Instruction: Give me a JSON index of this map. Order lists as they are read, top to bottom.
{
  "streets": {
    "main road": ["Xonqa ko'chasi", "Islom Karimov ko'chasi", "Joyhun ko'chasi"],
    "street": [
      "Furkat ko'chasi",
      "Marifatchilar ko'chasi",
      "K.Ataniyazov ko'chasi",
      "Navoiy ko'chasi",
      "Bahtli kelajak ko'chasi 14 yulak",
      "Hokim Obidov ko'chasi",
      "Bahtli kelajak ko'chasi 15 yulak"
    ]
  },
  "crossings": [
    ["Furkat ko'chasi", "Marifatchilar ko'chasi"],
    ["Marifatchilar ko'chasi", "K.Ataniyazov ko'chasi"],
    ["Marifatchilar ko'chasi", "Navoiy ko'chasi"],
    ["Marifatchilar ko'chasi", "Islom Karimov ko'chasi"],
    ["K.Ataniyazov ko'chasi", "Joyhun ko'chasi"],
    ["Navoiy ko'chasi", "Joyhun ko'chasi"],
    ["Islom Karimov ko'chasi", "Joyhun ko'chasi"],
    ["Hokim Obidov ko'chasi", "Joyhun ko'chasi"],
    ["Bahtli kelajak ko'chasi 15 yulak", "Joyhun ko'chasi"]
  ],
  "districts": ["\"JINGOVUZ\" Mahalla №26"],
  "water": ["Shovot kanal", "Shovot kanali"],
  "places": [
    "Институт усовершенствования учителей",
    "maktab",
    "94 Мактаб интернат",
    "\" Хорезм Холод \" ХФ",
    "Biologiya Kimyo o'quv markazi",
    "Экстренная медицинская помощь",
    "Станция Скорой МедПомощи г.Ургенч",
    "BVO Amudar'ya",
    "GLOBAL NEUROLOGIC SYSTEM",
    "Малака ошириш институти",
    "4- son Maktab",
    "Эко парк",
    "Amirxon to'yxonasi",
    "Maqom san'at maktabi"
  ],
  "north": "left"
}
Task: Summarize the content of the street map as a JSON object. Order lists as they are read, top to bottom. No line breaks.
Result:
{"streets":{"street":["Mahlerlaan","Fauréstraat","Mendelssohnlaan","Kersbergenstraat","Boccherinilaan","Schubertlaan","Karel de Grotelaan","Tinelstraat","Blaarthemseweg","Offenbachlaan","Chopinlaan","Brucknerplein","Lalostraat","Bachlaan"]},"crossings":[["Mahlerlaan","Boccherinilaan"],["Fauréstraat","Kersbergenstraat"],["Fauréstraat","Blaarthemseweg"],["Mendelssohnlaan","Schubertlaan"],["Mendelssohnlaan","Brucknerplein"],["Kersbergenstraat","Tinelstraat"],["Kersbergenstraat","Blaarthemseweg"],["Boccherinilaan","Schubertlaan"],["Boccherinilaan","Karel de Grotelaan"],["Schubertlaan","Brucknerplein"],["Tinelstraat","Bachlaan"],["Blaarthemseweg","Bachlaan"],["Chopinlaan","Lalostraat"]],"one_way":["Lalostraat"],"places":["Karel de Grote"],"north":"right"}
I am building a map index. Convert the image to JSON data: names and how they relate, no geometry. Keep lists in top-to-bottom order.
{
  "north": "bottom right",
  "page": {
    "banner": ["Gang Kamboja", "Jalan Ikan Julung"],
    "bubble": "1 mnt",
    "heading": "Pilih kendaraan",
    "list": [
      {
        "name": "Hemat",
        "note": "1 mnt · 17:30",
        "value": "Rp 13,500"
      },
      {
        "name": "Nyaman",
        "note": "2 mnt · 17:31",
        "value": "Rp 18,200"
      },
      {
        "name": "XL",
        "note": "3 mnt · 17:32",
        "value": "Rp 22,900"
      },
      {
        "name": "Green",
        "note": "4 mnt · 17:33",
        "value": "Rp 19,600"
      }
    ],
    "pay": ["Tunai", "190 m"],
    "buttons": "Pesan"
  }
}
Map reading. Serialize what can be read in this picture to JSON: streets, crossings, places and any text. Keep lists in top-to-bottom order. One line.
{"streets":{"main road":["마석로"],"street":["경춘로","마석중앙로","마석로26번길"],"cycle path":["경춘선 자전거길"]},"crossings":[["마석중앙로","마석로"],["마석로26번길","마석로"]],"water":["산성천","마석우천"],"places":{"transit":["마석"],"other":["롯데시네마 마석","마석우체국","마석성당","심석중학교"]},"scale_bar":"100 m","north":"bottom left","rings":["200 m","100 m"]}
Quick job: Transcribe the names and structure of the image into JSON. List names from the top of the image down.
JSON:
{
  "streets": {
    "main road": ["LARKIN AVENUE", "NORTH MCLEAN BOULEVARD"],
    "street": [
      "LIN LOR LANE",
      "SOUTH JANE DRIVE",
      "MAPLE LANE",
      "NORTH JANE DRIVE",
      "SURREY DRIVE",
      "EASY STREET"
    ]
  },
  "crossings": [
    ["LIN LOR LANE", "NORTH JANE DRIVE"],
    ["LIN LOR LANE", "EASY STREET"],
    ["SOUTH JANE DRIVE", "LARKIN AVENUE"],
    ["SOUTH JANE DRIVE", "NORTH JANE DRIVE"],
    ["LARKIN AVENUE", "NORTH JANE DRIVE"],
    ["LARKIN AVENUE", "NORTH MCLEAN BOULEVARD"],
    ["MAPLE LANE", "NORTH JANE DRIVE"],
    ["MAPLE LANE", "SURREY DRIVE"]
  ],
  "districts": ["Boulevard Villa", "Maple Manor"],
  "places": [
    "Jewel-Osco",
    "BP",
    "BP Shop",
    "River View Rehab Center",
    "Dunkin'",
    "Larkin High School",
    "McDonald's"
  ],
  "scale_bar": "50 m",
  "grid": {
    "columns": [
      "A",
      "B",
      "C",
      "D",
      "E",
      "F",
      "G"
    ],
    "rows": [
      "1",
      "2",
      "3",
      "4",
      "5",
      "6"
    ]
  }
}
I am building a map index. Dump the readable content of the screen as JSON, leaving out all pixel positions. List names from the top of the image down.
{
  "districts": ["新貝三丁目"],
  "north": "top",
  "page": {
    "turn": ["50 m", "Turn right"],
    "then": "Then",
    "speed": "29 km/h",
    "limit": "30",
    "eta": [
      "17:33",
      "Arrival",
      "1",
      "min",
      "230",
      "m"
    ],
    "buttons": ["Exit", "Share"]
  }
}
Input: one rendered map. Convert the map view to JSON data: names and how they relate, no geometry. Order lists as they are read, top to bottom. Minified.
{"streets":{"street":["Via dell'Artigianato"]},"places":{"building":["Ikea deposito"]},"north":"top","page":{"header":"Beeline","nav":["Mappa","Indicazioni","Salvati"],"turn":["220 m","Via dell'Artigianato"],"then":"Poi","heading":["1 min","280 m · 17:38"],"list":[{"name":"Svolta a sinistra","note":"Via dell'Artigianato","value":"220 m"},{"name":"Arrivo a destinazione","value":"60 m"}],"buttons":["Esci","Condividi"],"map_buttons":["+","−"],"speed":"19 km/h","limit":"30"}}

-*-

Write out the data again, exactly and in full.

Instruction: Give me a JSON index of this map. Order lists as they are read, top to bottom.
{
  "streets": {
    "main road": ["Xonqa ko'chasi", "Islom Karimov ko'chasi", "Joyhun ko'chasi"],
    "street": [
      "Furkat ko'chasi",
      "Marifatchilar ko'chasi",
      "K.Ataniyazov ko'chasi",
      "Navoiy ko'chasi",
      "Bahtli kelajak ko'chasi 14 yulak",
      "Hokim Obidov ko'chasi",
      "Bahtli kelajak ko'chasi 15 yulak"
    ]
  },
  "crossings": [
    ["Furkat ko'chasi", "Marifatchilar ko'chasi"],
    ["Marifatchilar ko'chasi", "K.Ataniyazov ko'chasi"],
    ["Marifatchilar ko'chasi", "Navoiy ko'chasi"],
    ["Marifatchilar ko'chasi", "Islom Karimov ko'chasi"],
    ["K.Ataniyazov ko'chasi", "Joyhun ko'chasi"],
    ["Navoiy ko'chasi", "Joyhun ko'chasi"],
    ["Islom Karimov ko'chasi", "Joyhun ko'chasi"],
    ["Hokim Obidov ko'chasi", "Joyhun ko'chasi"],
    ["Bahtli kelajak ko'chasi 15 yulak", "Joyhun ko'chasi"]
  ],
  "districts": ["\"JINGOVUZ\" Mahalla №26"],
  "water": ["Shovot kanal", "Shovot kanali"],
  "places": [
    "Институт усовершенствования учителей",
    "maktab",
    "94 Мактаб интернат",
    "\" Хорезм Холод \" ХФ",
    "Biologiya Kimyo o'quv markazi",
    "Экстренная медицинская помощь",
    "Станция Скорой МедПомощи г.Ургенч",
    "BVO Amudar'ya",
    "GLOBAL NEUROLOGIC SYSTEM",
    "Малака ошириш институти",
    "4- son Maktab",
    "Эко парк",
    "Amirxon to'yxonasi",
    "Maqom san'at maktabi"
  ],
  "north": "left"
}
Task: Summarize the content of the street map as a JSON object. Order lists as they are read, top to bottom. No line breaks.
Result:
{"streets":{"street":["Mahlerlaan","Fauréstraat","Mendelssohnlaan","Kersbergenstraat","Boccherinilaan","Schubertlaan","Karel de Grotelaan","Tinelstraat","Blaarthemseweg","Offenbachlaan","Chopinlaan","Brucknerplein","Lalostraat","Bachlaan"]},"crossings":[["Mahlerlaan","Boccherinilaan"],["Fauréstraat","Kersbergenstraat"],["Fauréstraat","Blaarthemseweg"],["Mendelssohnlaan","Schubertlaan"],["Mendelssohnlaan","Brucknerplein"],["Kersbergenstraat","Tinelstraat"],["Kersbergenstraat","Blaarthemseweg"],["Boccherinilaan","Schubertlaan"],["Boccherinilaan","Karel de Grotelaan"],["Schubertlaan","Brucknerplein"],["Tinelstraat","Bachlaan"],["Blaarthemseweg","Bachlaan"],["Chopinlaan","Lalostraat"]],"one_way":["Lalostraat"],"places":["Karel de Grote"],"north":"right"}
I am building a map index. Convert the image to JSON data: names and how they relate, no geometry. Keep lists in top-to-bottom order.
{
  "north": "bottom right",
  "page": {
    "banner": ["Gang Kamboja", "Jalan Ikan Julung"],
    "bubble": "1 mnt",
    "heading": "Pilih kendaraan",
    "list": [
      {
        "name": "Hemat",
        "note": "1 mnt · 17:30",
        "value": "Rp 13,500"
      },
      {
        "name": "Nyaman",
        "note": "2 mnt · 17:31",
        "value": "Rp 18,200"
      },
      {
        "name": "XL",
        "note": "3 mnt · 17:32",
        "value": "Rp 22,900"
      },
      {
        "name": "Green",
        "note": "4 mnt · 17:33",
        "value": "Rp 19,600"
      }
    ],
    "pay": ["Tunai", "190 m"],
    "buttons": "Pesan"
  }
}
Map reading. Serialize what can be read in this picture to JSON: streets, crossings, places and any text. Keep lists in top-to-bottom order. One line.
{"streets":{"main road":["마석로"],"street":["경춘로","마석중앙로","마석로26번길"],"cycle path":["경춘선 자전거길"]},"crossings":[["마석중앙로","마석로"],["마석로26번길","마석로"]],"water":["산성천","마석우천"],"places":{"transit":["마석"],"other":["롯데시네마 마석","마석우체국","마석성당","심석중학교"]},"scale_bar":"100 m","north":"bottom left","rings":["200 m","100 m"]}
Quick job: Transcribe the names and structure of the image into JSON. List names from the top of the image down.
JSON:
{
  "streets": {
    "main road": ["LARKIN AVENUE", "NORTH MCLEAN BOULEVARD"],
    "street": [
      "LIN LOR LANE",
      "SOUTH JANE DRIVE",
      "MAPLE LANE",
      "NORTH JANE DRIVE",
      "SURREY DRIVE",
      "EASY STREET"
    ]
  },
  "crossings": [
    ["LIN LOR LANE", "NORTH JANE DRIVE"],
    ["LIN LOR LANE", "EASY STREET"],
    ["SOUTH JANE DRIVE", "LARKIN AVENUE"],
    ["SOUTH JANE DRIVE", "NORTH JANE DRIVE"],
    ["LARKIN AVENUE", "NORTH JANE DRIVE"],
    ["LARKIN AVENUE", "NORTH MCLEAN BOULEVARD"],
    ["MAPLE LANE", "NORTH JANE DRIVE"],
    ["MAPLE LANE", "SURREY DRIVE"]
  ],
  "districts": ["Boulevard Villa", "Maple Manor"],
  "places": [
    "Jewel-Osco",
    "BP",
    "BP Shop",
    "River View Rehab Center",
    "Dunkin'",
    "Larkin High School",
    "McDonald's"
  ],
  "scale_bar": "50 m",
  "grid": {
    "columns": [
      "A",
      "B",
      "C",
      "D",
      "E",
      "F",
      "G"
    ],
    "rows": [
      "1",
      "2",
      "3",
      "4",
      "5",
      "6"
    ]
  }
}
I am building a map index. Dump the readable content of the screen as JSON, leaving out all pixel positions. List names from the top of the image down.
{
  "districts": ["新貝三丁目"],
  "north": "top",
  "page": {
    "turn": ["50 m", "Turn right"],
    "then": "Then",
    "speed": "29 km/h",
    "limit": "30",
    "eta": [
      "17:33",
      "Arrival",
      "1",
      "min",
      "230",
      "m"
    ],
    "buttons": ["Exit", "Share"]
  }
}
Input: one rendered map. Convert the map view to JSON data: names and how they relate, no geometry. Order lists as they are read, top to bottom. Minified.
{"streets":{"street":["Via dell'Artigianato"]},"places":{"building":["Ikea deposito"]},"north":"top","page":{"header":"Beeline","nav":["Mappa","Indicazioni","Salvati"],"turn":["220 m","Via dell'Artigianato"],"then":"Poi","heading":["1 min","280 m · 17:38"],"list":[{"name":"Svolta a sinistra","note":"Via dell'Artigianato","value":"220 m"},{"name":"Arrivo a destinazione","value":"60 m"}],"buttons":["Esci","Condividi"],"map_buttons":["+","−"],"speed":"19 km/h","limit":"30"}}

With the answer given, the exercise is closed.